Collected data entries
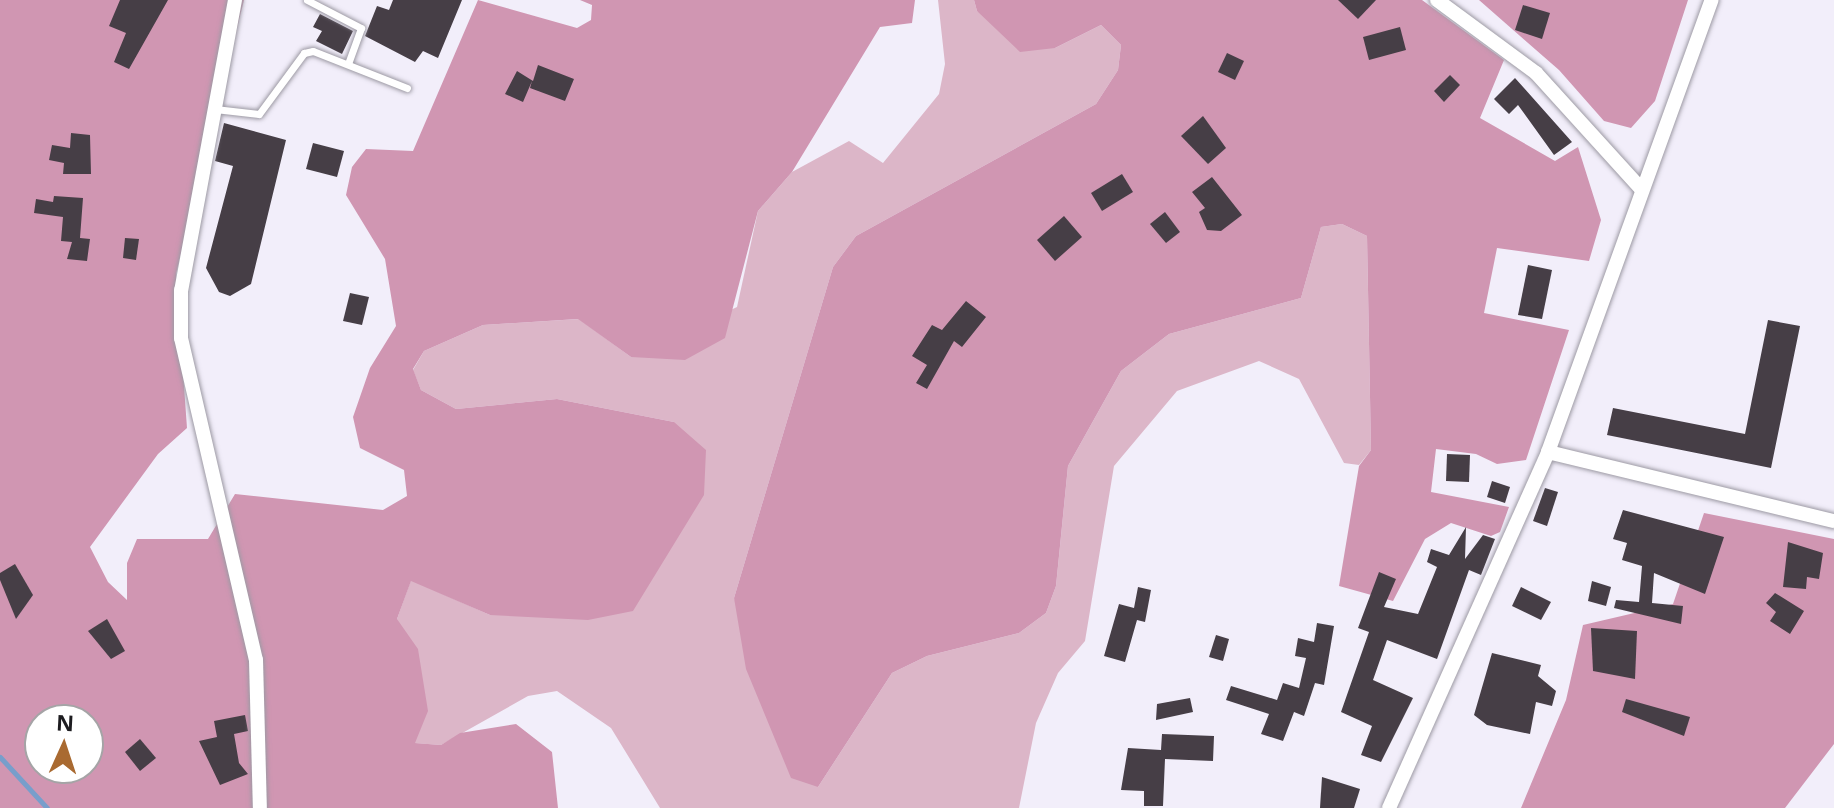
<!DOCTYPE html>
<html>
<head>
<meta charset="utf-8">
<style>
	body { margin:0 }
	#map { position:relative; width:1834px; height:808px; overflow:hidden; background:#f2eefa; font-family:"Open Sans",sans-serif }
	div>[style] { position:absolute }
	.green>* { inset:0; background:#dcb6c8 }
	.forest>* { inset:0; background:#d096b2 }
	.stream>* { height:5px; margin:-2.5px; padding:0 2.5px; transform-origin:2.5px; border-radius:2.5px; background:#789ecb }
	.building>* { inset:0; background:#463e46 }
	.roads { filter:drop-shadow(0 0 2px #9d9aa4) drop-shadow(0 0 2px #9d9aa4) }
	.service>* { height:7px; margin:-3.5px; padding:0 3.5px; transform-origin:3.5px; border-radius:3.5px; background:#fff }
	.minor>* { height:14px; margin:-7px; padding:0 7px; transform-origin:7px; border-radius:7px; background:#fff }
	span { translate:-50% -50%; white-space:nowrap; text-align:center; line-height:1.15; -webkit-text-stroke:8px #fff; paint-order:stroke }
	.north { position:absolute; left:24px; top:704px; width:80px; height:80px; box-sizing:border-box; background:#fff; border:2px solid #a5a4a6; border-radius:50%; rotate:3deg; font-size:22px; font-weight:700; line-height:32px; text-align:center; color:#1d1c20 }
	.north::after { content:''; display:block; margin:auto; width:28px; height:36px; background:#a96a31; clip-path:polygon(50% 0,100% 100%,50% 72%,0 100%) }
</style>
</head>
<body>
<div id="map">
	<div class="green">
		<i style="clip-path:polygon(938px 0,974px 0,977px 11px,1055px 48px,1101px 25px,1121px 45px,1118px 70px,1096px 104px,856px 236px,833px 267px,734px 598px,818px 787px,892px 673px,927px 656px,1019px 633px,1046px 613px,1056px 586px,1068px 466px,1121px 371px,1169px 334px,1301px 298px,1321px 227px,1342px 224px,1367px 236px,1371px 450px,1359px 465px,1344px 463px,1299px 379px,1259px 361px,1177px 391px,1114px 466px,1085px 641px,1058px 673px,1036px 723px,1019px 808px,660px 808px,611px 728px,557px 691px,528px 696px,441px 745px,414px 743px,397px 619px,411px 580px,490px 615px,674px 422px,557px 399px,456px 409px,421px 390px,413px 370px,424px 351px,483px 325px,579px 319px,631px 357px,737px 307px,758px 211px,792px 172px,849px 141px,883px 163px,939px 94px,945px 64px)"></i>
	</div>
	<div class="forest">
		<i style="clip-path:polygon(evenodd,0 0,244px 0,176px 274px,187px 428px,158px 454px,90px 547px,108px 582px,127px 600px,127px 563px,137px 539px,208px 539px,235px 494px,383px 510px,407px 496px,404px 470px,360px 448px,353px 417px,370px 368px,396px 326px,385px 259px,346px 195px,352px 167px,366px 149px,413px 151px,478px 0,577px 28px,591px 20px,592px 5px,580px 0,915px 0,912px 23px,880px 27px,792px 172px,758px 211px,725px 338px,685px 360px,631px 357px,578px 319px,483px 325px,424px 351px,413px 369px,421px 390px,456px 409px,557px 399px,674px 422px,706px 450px,704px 495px,633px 611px,588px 620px,490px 615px,411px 581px,397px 619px,418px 649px,428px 711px,415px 743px,441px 745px,460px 733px,516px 724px,552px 752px,558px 808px,0 808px,0 0,40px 720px,88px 720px,88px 768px,40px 768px,40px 720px)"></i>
		<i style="clip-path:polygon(974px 0,1422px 0,1504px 60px,1480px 118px,1555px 161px,1578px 147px,1601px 220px,1589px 261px,1497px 248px,1484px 313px,1569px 330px,1526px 460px,1497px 464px,1476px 454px,1436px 449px,1431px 492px,1509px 507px,1500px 532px,1491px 536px,1451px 523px,1425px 539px,1393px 601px,1339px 586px,1359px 466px,1371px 450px,1367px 236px,1342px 224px,1321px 227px,1301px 298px,1169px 334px,1121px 371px,1068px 466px,1056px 586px,1046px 613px,1019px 633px,927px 656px,892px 673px,818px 787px,791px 778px,746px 669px,734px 598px,833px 267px,856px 236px,1096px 104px,1118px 70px,1121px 45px,1101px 25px,1055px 48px,1020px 52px,977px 11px)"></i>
		<i style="clip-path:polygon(1479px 0,1688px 0,1655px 101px,1631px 128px,1604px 121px,1559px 70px)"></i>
		<i style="clip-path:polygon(1704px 513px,1834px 539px,1834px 744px,1785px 808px,1521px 808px,1566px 700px,1583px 625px,1673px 604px)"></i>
	</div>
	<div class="stream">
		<i style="left:0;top:757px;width:69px;rotate:47.3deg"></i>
	</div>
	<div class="building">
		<i style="clip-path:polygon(120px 0,168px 0,129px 69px,114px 62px,126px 33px,109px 26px)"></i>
		<i style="clip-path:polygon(393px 0,462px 0,438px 58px,423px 51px,415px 62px,365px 36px,377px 6px,389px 10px)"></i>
		<i style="clip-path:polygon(1338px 0,1376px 0,1358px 19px)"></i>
		<i style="clip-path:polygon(1523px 5px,1550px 13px,1542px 39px,1515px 30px)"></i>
		<i style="clip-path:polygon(320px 14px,353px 31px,342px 54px,316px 41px,322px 31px,313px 27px)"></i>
		<i style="clip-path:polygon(1400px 27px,1406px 50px,1369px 60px,1363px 37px)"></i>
		<i style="clip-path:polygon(1227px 53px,1244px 61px,1235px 80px,1218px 72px)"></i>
		<i style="clip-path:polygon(538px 65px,574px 79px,565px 101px,530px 88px,532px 81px,523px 102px,505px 94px,517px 71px,533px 81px)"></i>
		<i style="clip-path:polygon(1450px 75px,1460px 85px,1444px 102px,1434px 91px)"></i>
		<i style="clip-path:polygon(1515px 78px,1572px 142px,1554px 155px,1518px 105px,1509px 114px,1494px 99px)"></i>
		<i style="clip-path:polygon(1203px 116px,1226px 148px,1208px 164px,1181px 136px)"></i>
		<i style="clip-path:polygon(224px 123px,286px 140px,251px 284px,230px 296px,219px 292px,206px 268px,233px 166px,215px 161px)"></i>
		<i style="clip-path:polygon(71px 133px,90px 135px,91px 174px,63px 174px,64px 163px,49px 160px,52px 145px,70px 148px)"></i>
		<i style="clip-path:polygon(313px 143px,344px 151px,337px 177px,306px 169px)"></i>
		<i style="clip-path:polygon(1122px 174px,1133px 192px,1102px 211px,1091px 193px)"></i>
		<i style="clip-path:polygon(1212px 177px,1242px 215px,1221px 231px,1207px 230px,1199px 212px,1205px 208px,1192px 192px)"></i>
		<i style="clip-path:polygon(54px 196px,83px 198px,80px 238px,90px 239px,87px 261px,67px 259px,72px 242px,61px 241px,63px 217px,34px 213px,36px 199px,53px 202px)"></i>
		<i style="clip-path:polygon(1165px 212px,1180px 232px,1166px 243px,1150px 224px)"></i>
		<i style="clip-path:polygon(1064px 216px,1082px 237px,1055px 261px,1037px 240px)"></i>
		<i style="clip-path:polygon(125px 238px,139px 239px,136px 260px,123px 258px)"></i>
		<i style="clip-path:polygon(1528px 265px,1552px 270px,1542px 319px,1518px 315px)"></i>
		<i style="clip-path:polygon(350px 293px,369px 297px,362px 325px,343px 321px)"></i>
		<i style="clip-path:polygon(966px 301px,986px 317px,962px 347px,954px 341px,927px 389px,916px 383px,927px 365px,912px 356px,932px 325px,942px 330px)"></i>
		<i style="clip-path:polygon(1768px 320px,1800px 326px,1771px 468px,1607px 435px,1613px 408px,1745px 434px)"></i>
		<i style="clip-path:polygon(1447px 454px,1470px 455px,1469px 482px,1446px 481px)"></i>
		<i style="clip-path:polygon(1492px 481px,1510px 487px,1505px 503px,1487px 497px)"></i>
		<i style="clip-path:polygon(1545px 488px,1558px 492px,1547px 526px,1533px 521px)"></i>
		<i style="clip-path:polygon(1623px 510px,1724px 537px,1705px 594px,1654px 573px,1652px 603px,1683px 606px,1681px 624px,1614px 608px,1616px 600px,1639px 602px,1642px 566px,1622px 560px,1627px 543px,1613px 539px)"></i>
		<i style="clip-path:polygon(1466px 527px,1465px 559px,1483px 535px,1495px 539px,1481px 575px,1469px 570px,1437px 659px,1387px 640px,1373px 680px,1413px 698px,1381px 762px,1361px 755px,1372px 726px,1341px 712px,1369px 632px,1358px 628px,1379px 572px,1396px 579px,1384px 607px,1418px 614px,1437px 567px,1427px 562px,1431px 549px,1449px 555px)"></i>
		<i style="clip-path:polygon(1788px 542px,1823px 553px,1819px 579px,1807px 577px,1806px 589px,1783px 587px)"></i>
		<i style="clip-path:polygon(15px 564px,33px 595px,16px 619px,0 580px,0 573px)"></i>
		<i style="clip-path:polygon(1592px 581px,1611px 587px,1606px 606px,1588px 601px)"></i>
		<i style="clip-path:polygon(1138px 587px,1151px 590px,1145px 622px,1137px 620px,1125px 662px,1104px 656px,1119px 604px,1134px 608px)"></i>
		<i style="clip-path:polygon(1521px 587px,1551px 602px,1541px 620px,1512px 606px)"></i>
		<i style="clip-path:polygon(1775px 593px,1804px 611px,1790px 634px,1770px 621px,1776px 612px,1766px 603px)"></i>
		<i style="clip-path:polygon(107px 619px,125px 651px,111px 659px,88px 631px)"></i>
		<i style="clip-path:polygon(1317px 623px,1334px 626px,1324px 685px,1315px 683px,1304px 716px,1294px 712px,1283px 741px,1261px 734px,1269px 714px,1226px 700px,1231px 686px,1277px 700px,1283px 683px,1299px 688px,1306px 658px,1295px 656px,1298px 638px,1314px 642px)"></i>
		<i style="clip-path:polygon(1591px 628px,1637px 631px,1635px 679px,1593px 671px)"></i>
		<i style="clip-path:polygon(1216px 635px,1229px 639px,1223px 661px,1209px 657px)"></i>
		<i style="clip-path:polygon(1492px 653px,1541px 665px,1538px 676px,1556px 691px,1552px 706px,1536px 702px,1530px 734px,1487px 725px,1474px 715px)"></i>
		<i style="clip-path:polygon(1190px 698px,1193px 712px,1156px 720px,1157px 704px)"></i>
		<i style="clip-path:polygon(1626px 699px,1690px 717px,1684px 736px,1622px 712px)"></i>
		<i style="clip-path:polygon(245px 715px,248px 731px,234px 734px,239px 763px,248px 774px,220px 785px,199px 741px,217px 737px,214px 721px)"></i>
		<i style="clip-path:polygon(1162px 734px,1214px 736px,1213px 761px,1165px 759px,1163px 806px,1144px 806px,1144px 791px,1121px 790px,1128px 748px,1161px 750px)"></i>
		<i style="clip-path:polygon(140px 739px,156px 758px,140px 771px,125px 752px)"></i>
		<i style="clip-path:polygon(1322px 777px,1360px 789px,1354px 808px,1320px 808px)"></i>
	</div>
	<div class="roads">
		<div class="service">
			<i style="left:307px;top:0;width:61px;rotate:27.4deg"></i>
			<i style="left:361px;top:28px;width:38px;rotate:110deg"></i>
			<i style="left:215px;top:109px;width:44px;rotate:6.5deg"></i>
			<i style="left:259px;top:114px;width:76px;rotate:-53.6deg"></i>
			<i style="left:304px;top:53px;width:9px;rotate:-13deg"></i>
			<i style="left:313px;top:51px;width:101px;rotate:21.5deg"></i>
		</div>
		<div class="minor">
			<i style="left:235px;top:0;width:295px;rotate:100.5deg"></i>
			<i style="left:181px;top:290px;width:48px;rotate:90deg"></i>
			<i style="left:181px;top:338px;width:331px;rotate:76.9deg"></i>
			<i style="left:256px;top:660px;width:148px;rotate:88.5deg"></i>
			<i style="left:1437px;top:0;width:123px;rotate:36.4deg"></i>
			<i style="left:1536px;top:73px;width:158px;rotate:47.8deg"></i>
			<i style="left:1548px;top:452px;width:481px;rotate:-70.1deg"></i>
			<i style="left:1389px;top:808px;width:390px;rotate:-65.9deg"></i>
			<i style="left:1548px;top:452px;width:294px;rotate:13.6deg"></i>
		</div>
	</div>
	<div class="north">N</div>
</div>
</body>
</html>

How to complete this task ->
Within this data, count the lines that include the string "font" and write the number with nothing else.

Your response ->
2